HOW TO COMPLETE THIS TASK -> Go through the lines below and copy each one that holds the string "Ever".

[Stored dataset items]

____________

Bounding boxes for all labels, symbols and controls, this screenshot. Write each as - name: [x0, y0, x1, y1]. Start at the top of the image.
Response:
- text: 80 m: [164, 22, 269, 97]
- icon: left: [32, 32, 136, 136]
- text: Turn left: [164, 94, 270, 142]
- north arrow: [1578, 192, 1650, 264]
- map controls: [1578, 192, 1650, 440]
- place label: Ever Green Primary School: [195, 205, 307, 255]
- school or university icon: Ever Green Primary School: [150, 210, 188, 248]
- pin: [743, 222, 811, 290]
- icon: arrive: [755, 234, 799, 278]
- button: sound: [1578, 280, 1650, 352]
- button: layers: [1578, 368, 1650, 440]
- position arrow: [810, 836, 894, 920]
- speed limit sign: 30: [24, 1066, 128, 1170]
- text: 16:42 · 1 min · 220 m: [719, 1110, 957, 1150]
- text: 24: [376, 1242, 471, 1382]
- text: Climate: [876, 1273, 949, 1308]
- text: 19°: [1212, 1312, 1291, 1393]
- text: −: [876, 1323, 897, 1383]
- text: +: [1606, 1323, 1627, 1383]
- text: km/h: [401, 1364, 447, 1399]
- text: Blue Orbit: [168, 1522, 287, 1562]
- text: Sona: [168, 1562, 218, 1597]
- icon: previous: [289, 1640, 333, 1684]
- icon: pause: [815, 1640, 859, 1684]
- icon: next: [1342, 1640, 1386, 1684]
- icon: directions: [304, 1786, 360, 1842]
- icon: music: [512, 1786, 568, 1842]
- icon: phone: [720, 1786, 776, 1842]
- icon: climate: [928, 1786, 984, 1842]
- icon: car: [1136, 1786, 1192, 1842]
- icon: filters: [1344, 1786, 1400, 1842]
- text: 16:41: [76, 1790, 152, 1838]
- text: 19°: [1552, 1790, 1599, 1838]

____________

WRITTEN ANSWER ->
- place label: Ever Green Primary School: [195, 205, 307, 255]
- school or university icon: Ever Green Primary School: [150, 210, 188, 248]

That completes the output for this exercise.